You don't need all of these on day one. Start plain, and add a skill or a slash command the moment you notice yourself repeating the same setup. Hooks, in particular, return in the guardrails chapter as a way to enforce your rules instead of just hoping the AI remembers them.
macOS vs Windows
Most AI tooling — CLI agents, scripts, tutorials — quietly assumes a Unix shell. That shapes the practical choice of dev environment.
- macOS is Unix-native. It ships with a real POSIX shell and the same
git,ssh, andcurlthe rest of the dev world uses. Most agents and scripts "just work." - Windows is fully capable, but the smoothest path is WSL2 (Windows Subsystem for Linux): a real Linux environment inside Windows. Do your AI coding inside WSL2 rather than fighting native PowerShell quirks.
A few gotchas to keep your work portable across both:
- Paths —
/home/you/projectversusC:\Users\you\project; backslashes and drive letters break scripts. WSL2 sidesteps most of this. - Line endings — Windows uses CRLF, Unix uses LF. Mismatches cause noisy diffs and broken shell scripts; set
core.autocrlfand a.gitattributesto normalize to LF. - Case-sensitivity — macOS and Windows often treat
File.tsandfile.tsas the same; Linux and CI do not, so code that builds locally can fail in the cloud. Be consistent with casing in imports and filenames. - Permissions — Unix file modes (
chmod +x) don't map cleanly onto Windows.

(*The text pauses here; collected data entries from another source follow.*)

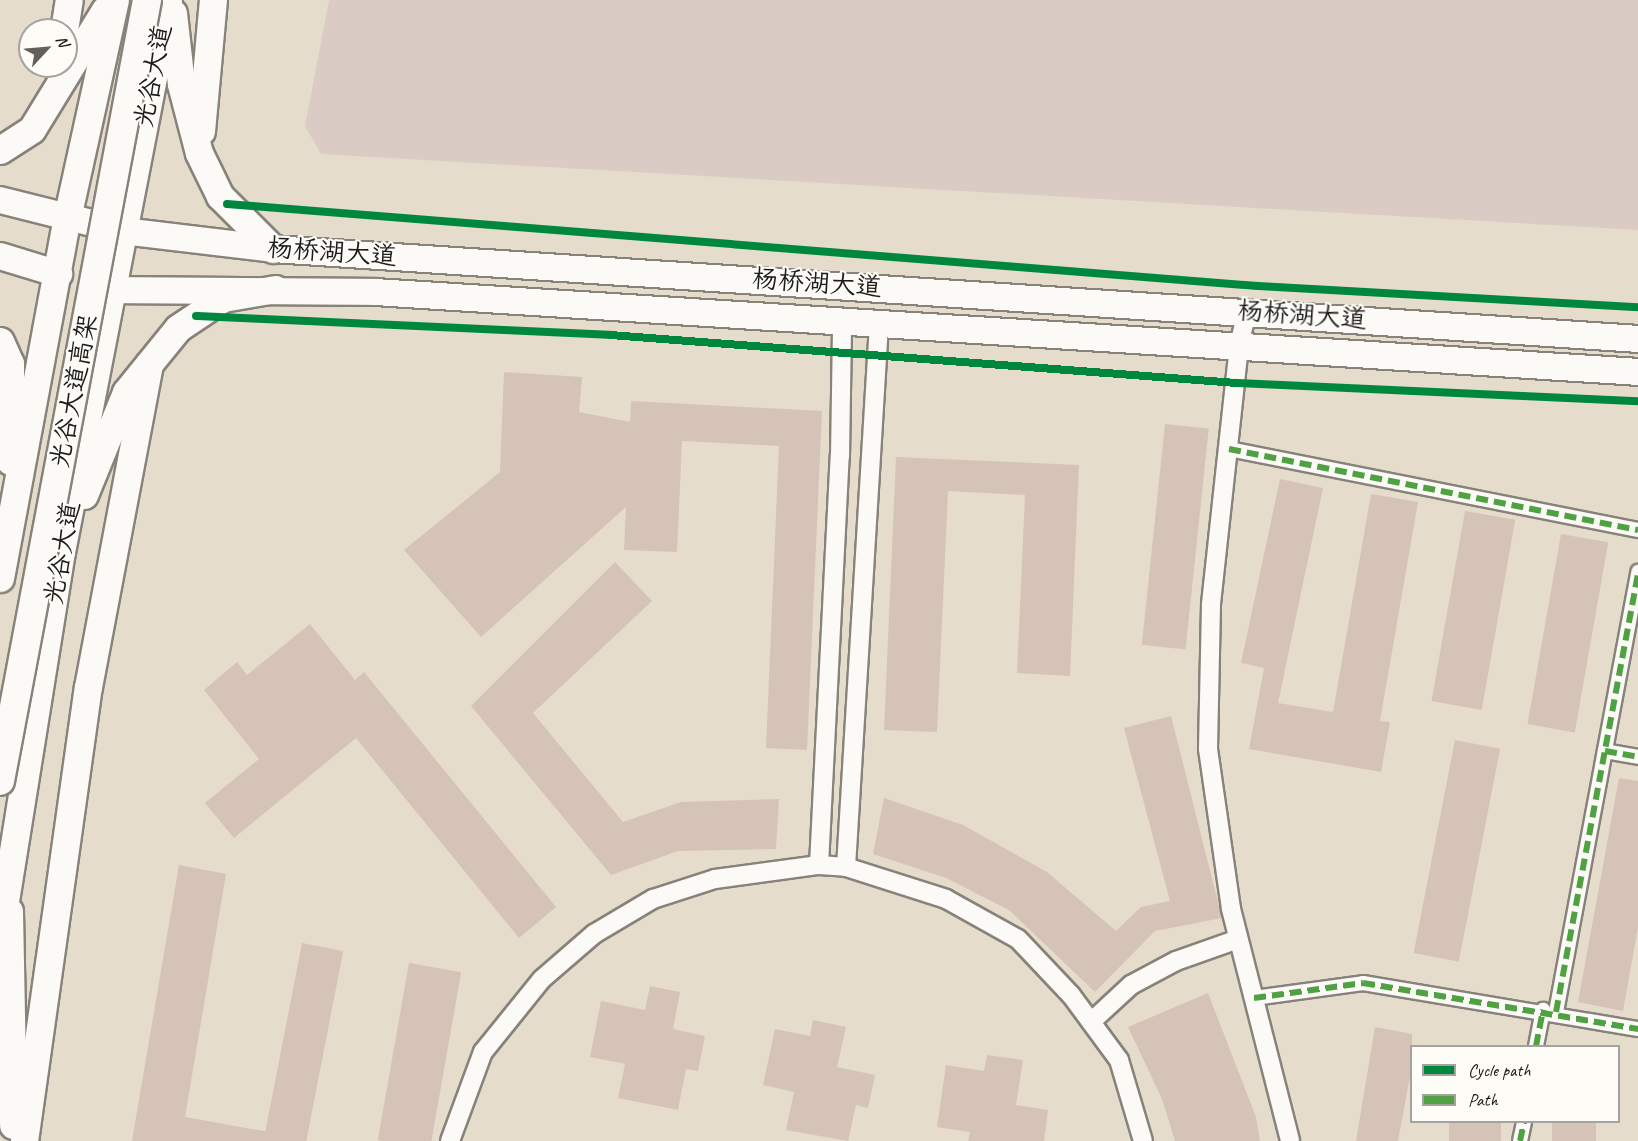 <!DOCTYPE html>
<meta charset="utf-8">
<style>
body{margin:0}
#map{position:relative;width:1638px;height:1141px;overflow:hidden;background:#e6dccc;font-family:Caveat,"LXGW WenKai TC",sans-serif}
div>[style]{position:absolute}
.industrial>*{inset:0;background:#daccc4}
.building>*{inset:0;background:#d6c3b7;transform-origin:0 0}
.roads{filter:drop-shadow(2px 0 #87827a) drop-shadow(-2px 0 #87827a) drop-shadow(0 2px #87827a) drop-shadow(0 -2px #87827a)}
.pedestrian>*{height:14px;margin:-7px;padding:0 7px;transform-origin:7px;border-radius:7px;background:#fbfaf7}
.minor>*{height:18px;margin:-9px;padding:0 9px;transform-origin:9px;border-radius:9px;background:#fbfaf7}
.secondary>*{height:26px;margin:-13px;padding:0 13px;transform-origin:13px;border-radius:13px;background:#fbfaf7}
.primary>*{height:27px;margin:-13.5px;padding:0 13.5px;transform-origin:13.5px;border-radius:13.5px;background:#fbfaf7}
.bridges{filter:drop-shadow(2px 0 #87827a) drop-shadow(-2px 0 #87827a) drop-shadow(0 2px #87827a) drop-shadow(0 -2px #87827a)}
.trunk-bridge>*{height:28px;margin:-14px;padding:0 14px;transform-origin:14px;border-radius:14px;background:#fbfaf7}
.quiet>*{height:6px;margin-top:-3px;transform-origin:0;background:repeating-linear-gradient(90deg,#4fa141 0 12px,transparent 0 18px)}
.cycleway>*{height:8px;margin:-4px;padding:0 4px;transform-origin:4px;border-radius:4px;background:#00873e}
span{translate:-50% -50%;white-space:nowrap;text-align:center;line-height:1.15;-webkit-text-stroke:4.5px #fdfcf7;paint-order:stroke}
.street-label{font-size:26px;color:#1c1c1c}
.legend{position:absolute;left:1410px;top:1045px;width:210px;height:78px;box-sizing:border-box;background:#fdfcf7;border:2px solid #a3a29f;margin:0;padding:8px 10px;list-style:none;font-size:18px;color:#1c1c1c}
.legend li{display:flex;align-items:center;gap:12px;height:30px}
.legend b{width:30px;border:2px solid #a3a29f}
.north{position:absolute;left:18px;top:18px;width:60px;height:60px;box-sizing:border-box;background:#fdfcf7;border:2px solid #a3a29f;border-radius:50%;rotate:64deg;font-size:16px;font-weight:700;line-height:24px;text-align:center;color:#1c1c1c}
.north::after{content:'';display:block;margin:auto;width:21px;height:27px;background:#635f5a;clip-path:polygon(50% 0,100% 100%,50% 72%,0 100%)}
</style>
<div id="map">
<div class="industrial">
<i style="clip-path:polygon(329px 0,1638px 0,1638px 230px,321px 154px,305px 126px)"></i>
</div>
<div class="building">
<i style="clip-path:polygon(504px 372px,582px 377px,579px 412px,630px 422px,631px 401px,822px 411px,807px 750px,766px 748px,779px 446px,682px 441px,677px 552px,624px 550px,626px 507px,481px 637px,404px 550px,500px 472px)"></i>
<i style="left:1165px;top:424px;width:44px;height:222px;rotate:6deg"></i>
<i style="clip-path:polygon(896px 457px,1079px 465px,1070px 676px,1017px 673px,1025px 495px,948px 491px,937px 732px,884px 730px)"></i>
<i style="clip-path:polygon(1280px 479px,1323px 488px,1278px 703px,1333px 712px,1371px 494px,1418px 502px,1380px 721px,1390px 722px,1381px 772px,1249px 749px,1264px 668px,1241px 663px)"></i>
<i style="left:1465px;top:511px;width:51px;height:193px;rotate:10deg"></i>
<i style="left:1561px;top:534px;width:48px;height:193px;rotate:10deg"></i>
<i style="clip-path:polygon(615px 562px,652px 601px,533px 713px,623px 822px,681px 802px,779px 799px,776px 849px,678px 851px,611px 875px,471px 706px)"></i>
<i style="clip-path:polygon(310px 624px,355px 680px,364px 672px,556px 907px,519px 938px,356px 738px,234px 838px,205px 803px,259px 759px,204px 690px,237px 662px,247px 675px)"></i>
<i style="clip-path:polygon(1171px 716px,1222px 918px,1155px 931px,1095px 992px,1009px 910px,946px 878px,873px 854px,884px 798px,963px 825px,1047px 872px,1116px 931px,1141px 907px,1170px 901px,1124px 728px)"></i>
<i style="left:1455px;top:740px;width:46px;height:217px;rotate:11deg"></i>
<i style="clip-path:polygon(1619px 778px,1638px 781px,1638px 927px,1623px 1011px,1578px 1002px)"></i>
<i style="clip-path:polygon(179px 865px,226px 874px,185px 1117px,269px 1132px,268px 1141px,132px 1141px)"></i>
<i style="left:302px;top:943px;width:42px;height:201px;rotate:11deg"></i>
<i style="left:409px;top:963px;width:53px;height:180px;rotate:10deg"></i>
<i style="clip-path:polygon(650px 986px,680px 992px,673px 1029px,705px 1036px,698px 1071px,686px 1069px,678px 1110px,618px 1098px,625px 1064px,590px 1057px,601px 1001px,645px 1010px)"></i>
<i style="clip-path:polygon(1208px 993px,1256px 1117px,1260px 1141px,1175px 1141px,1162px 1099px,1128px 1027px)"></i>
<i style="clip-path:polygon(813px 1020px,846px 1027px,837px 1067px,875px 1075px,868px 1108px,856px 1105px,848px 1141px,786px 1130px,794px 1092px,763px 1085px,775px 1029px,810px 1036px)"></i>
<i style="clip-path:polygon(1375px 1027px,1412px 1034px,1412px 1066px,1398px 1141px,1356px 1141px)"></i>
<i style="clip-path:polygon(987px 1055px,1023px 1060px,1016px 1105px,1048px 1110px,1044px 1141px,968px 1141px,970px 1132px,937px 1127px,946px 1065px,984px 1071px)"></i>
<i style="left:1449px;top:1122px;width:52px;height:19px"></i>
<i style="left:1552px;top:1122px;width:44px;height:19px"></i>
</div>
<div class="roads">
<div class="pedestrian">
<i style="left:1229px;top:449px;width:417px;rotate:11.2deg"></i>
<i style="left:1605px;top:751px;width:34px;rotate:10deg"></i>
<i style="left:1254px;top:998px;width:110px;rotate:-7.8deg"></i>
<i style="left:1363px;top:983px;width:279px;rotate:9.5deg"></i>
<i style="left:1556px;top:1012px;width:448px;rotate:-79.4deg"></i>
<i style="left:1536px;top:1046px;width:37px;rotate:-79deg"></i>
<i style="left:1520px;top:1141px;width:19px;rotate:-78deg"></i>
</div>
<div class="minor">
<i style="left:1247px;top:311px;width:36px;rotate:103deg"></i>
<i style="left:1239px;top:346px;width:261px;rotate:96.2deg"></i>
<i style="left:1211px;top:605px;width:144px;rotate:91.2deg"></i>
<i style="left:1208px;top:749px;width:162px;rotate:81.8deg"></i>
<i style="left:1231px;top:909px;width:239px;rotate:75.7deg"></i>
<i style="left:819px;top:865px;width:410px;rotate:-87.1deg"></i>
<i style="left:840px;top:456px;width:134px;rotate:-89.1deg"></i>
<i style="left:846px;top:867px;width:544px;rotate:-86.52deg"></i>
<i style="left:1091px;top:1022px;width:54px;rotate:-42.8deg"></i>
<i style="left:1131px;top:985px;width:51px;rotate:-28.1deg"></i>
<i style="left:1176px;top:961px;width:66px;rotate:-19.5deg"></i>
<i style="left:450px;top:1141px;width:95px;rotate:-69.7deg"></i>
<i style="left:483px;top:1052px;width:94px;rotate:-51.1deg"></i>
<i style="left:542px;top:979px;width:69px;rotate:-40.9deg"></i>
<i style="left:594px;top:934px;width:69px;rotate:-30.7deg"></i>
<i style="left:653px;top:899px;width:65px;rotate:-17.9deg"></i>
<i style="left:715px;top:879px;width:105px;rotate:-7.7deg"></i>
<i style="left:819px;top:865px;width:27px;rotate:4deg"></i>
<i style="left:846px;top:867px;width:105px;rotate:17.7deg"></i>
<i style="left:946px;top:899px;width:82px;rotate:29.1deg"></i>
<i style="left:1018px;top:939px;width:77px;rotate:46.6deg"></i>
<i style="left:1071px;top:995px;width:81px;rotate:53.6deg"></i>
<i style="left:1119px;top:1060px;width:84px;rotate:73.5deg"></i>
</div>
<div class="secondary">
<i style="left:0;top:200px;width:127px;rotate:14.1deg"></i>
<i style="left:123px;top:231px;width:151px;rotate:6.8deg"></i>
<i style="left:273px;top:249px;width:1368px;rotate:3.77deg"></i>
<i style="left:0;top:256px;width:62px;rotate:17deg"></i>
<i style="left:112px;top:290px;width:263px;rotate:0.4deg"></i>
<i style="left:375px;top:292px;width:1266px;rotate:3.62deg"></i>
</div>
<div class="primary">
<i style="left:173px;top:13px;width:71px;rotate:83.6deg"></i>
<i style="left:181px;top:84px;width:71px;rotate:75.4deg"></i>
<i style="left:199px;top:153px;width:48px;rotate:64deg"></i>
<i style="left:220px;top:196px;width:75px;rotate:45deg"></i>
<i style="left:64px;top:30px;width:30px;rotate:-81deg"></i>
<i style="left:201px;top:131px;width:132px;rotate:-84.8deg"></i>
<i style="left:0;top:150px;width:38px;rotate:-33deg"></i>
<i style="left:32px;top:129px;width:140px;rotate:-58.5deg"></i>
<i style="left:0;top:341px;width:24px;rotate:66deg"></i>
<i style="left:10px;top:363px;width:98px;rotate:90deg"></i>
<i style="left:84px;top:495px;width:111px;rotate:-67.8deg"></i>
<i style="left:126px;top:392px;width:82px;rotate:-50.9deg"></i>
<i style="left:178px;top:328px;width:54px;rotate:-33.7deg"></i>
<i style="left:223px;top:298px;width:53px;rotate:-9.8deg"></i>
<i style="left:0;top:578px;width:366px;rotate:-79.5deg"></i>
<i style="left:67px;top:218px;width:223px;rotate:-77.6deg"></i>
<i style="left:9px;top:911px;width:214px;rotate:88.9deg"></i>
<i style="left:0;top:932px;width:385px;rotate:-80.9deg"></i>
<i style="left:61px;top:552px;width:562px;rotate:-79.03deg"></i>
<i style="left:24px;top:1141px;width:458px;rotate:-82deg"></i>
<i style="left:88px;top:687px;width:329px;rotate:-79.3deg"></i>
</div>
</div>
<div class="bridges">
<div class="trunk-bridge">
<i style="left:0;top:781px;width:795px;rotate:-79.34deg"></i>
</div>
</div>
<div class="quiet">
<i style="left:1229px;top:449px;width:417px;rotate:11.2deg"></i>
<i style="left:1605px;top:751px;width:34px;rotate:10deg"></i>
<i style="left:1254px;top:998px;width:110px;rotate:-7.8deg"></i>
<i style="left:1363px;top:983px;width:279px;rotate:9.5deg"></i>
<i style="left:1556px;top:1012px;width:448px;rotate:-79.4deg"></i>
<i style="left:1536px;top:1046px;width:37px;rotate:-79deg"></i>
<i style="left:1520px;top:1141px;width:19px;rotate:-78deg"></i>
</div>
<div class="cycleway">
<i style="left:227px;top:204px;width:1034px;rotate:4.55deg"></i>
<i style="left:1258px;top:286px;width:381px;rotate:3.2deg"></i>
<i style="left:196px;top:316px;width:414px;rotate:2.6deg"></i>
<i style="left:610px;top:335px;width:628px;rotate:4.38deg"></i>
<i style="left:1236px;top:383px;width:402px;rotate:2.6deg"></i>
</div>
<div class="street-label">
<span style="left:153px;top:76px;rotate:-79deg">光谷大道</span>
<span style="left:332px;top:252px;rotate:4deg">杨桥湖大道</span>
<span style="left:817px;top:283px;rotate:4deg">杨桥湖大道</span>
<span style="left:1302px;top:315px;rotate:4deg">杨桥湖大道</span>
<span style="left:74px;top:391px;rotate:-79deg">光谷大道高架</span>
<span style="left:62px;top:553px;rotate:-80deg">光谷大道</span>
</div>
<ul class="legend">
<li><b style="height:8px;background:#00873e"></b>Cycle path</li>
<li><b style="height:8px;background:#4fa141"></b>Path</li>
</ul>
<div class="north">N</div>
</div>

Whichever you're on, ask the AI to keep commands portable — forward slashes, LF endings, consistent casing — so its scripts run the same on your laptop and in CI.
TUI vs GUI
AI coding tools come in two shapes, and a productive vibe coder reaches for both. Terminal / TUI agents (Claude Code, Codex CLI, Aider) run in the terminal: fast, scriptable, and composable, great for automation and letting the AI work autonomously across many files. GUI / editor tools (Cursor, Windsurf, IDE extensions) live in a visual editor: discoverable, with inline diffs, click-to-accept, and a gentle on-ramp — easier for reviewing changes.
| TUI / terminal | GUI / editor | |
|---|---|---|
| Speed | Very fast, low overhead | Slower, more UI |
| Scriptable | Yes — pipe, chain, automate | Limited |
| Visual diffs | Plain text | Rich, inline |
| Discoverability | Low (know the commands) | High (clickable) |
| Best for | Automation, autonomy, power users | Review, onboarding, visual work |
You don't have to pick one forever. The combination is the point: drive the bulk of the work through a fast TUI agent, then drop into a GUI for visual review or fine-grained edits. Choose a comfortable primary, and remember the skills in this book transfer between them.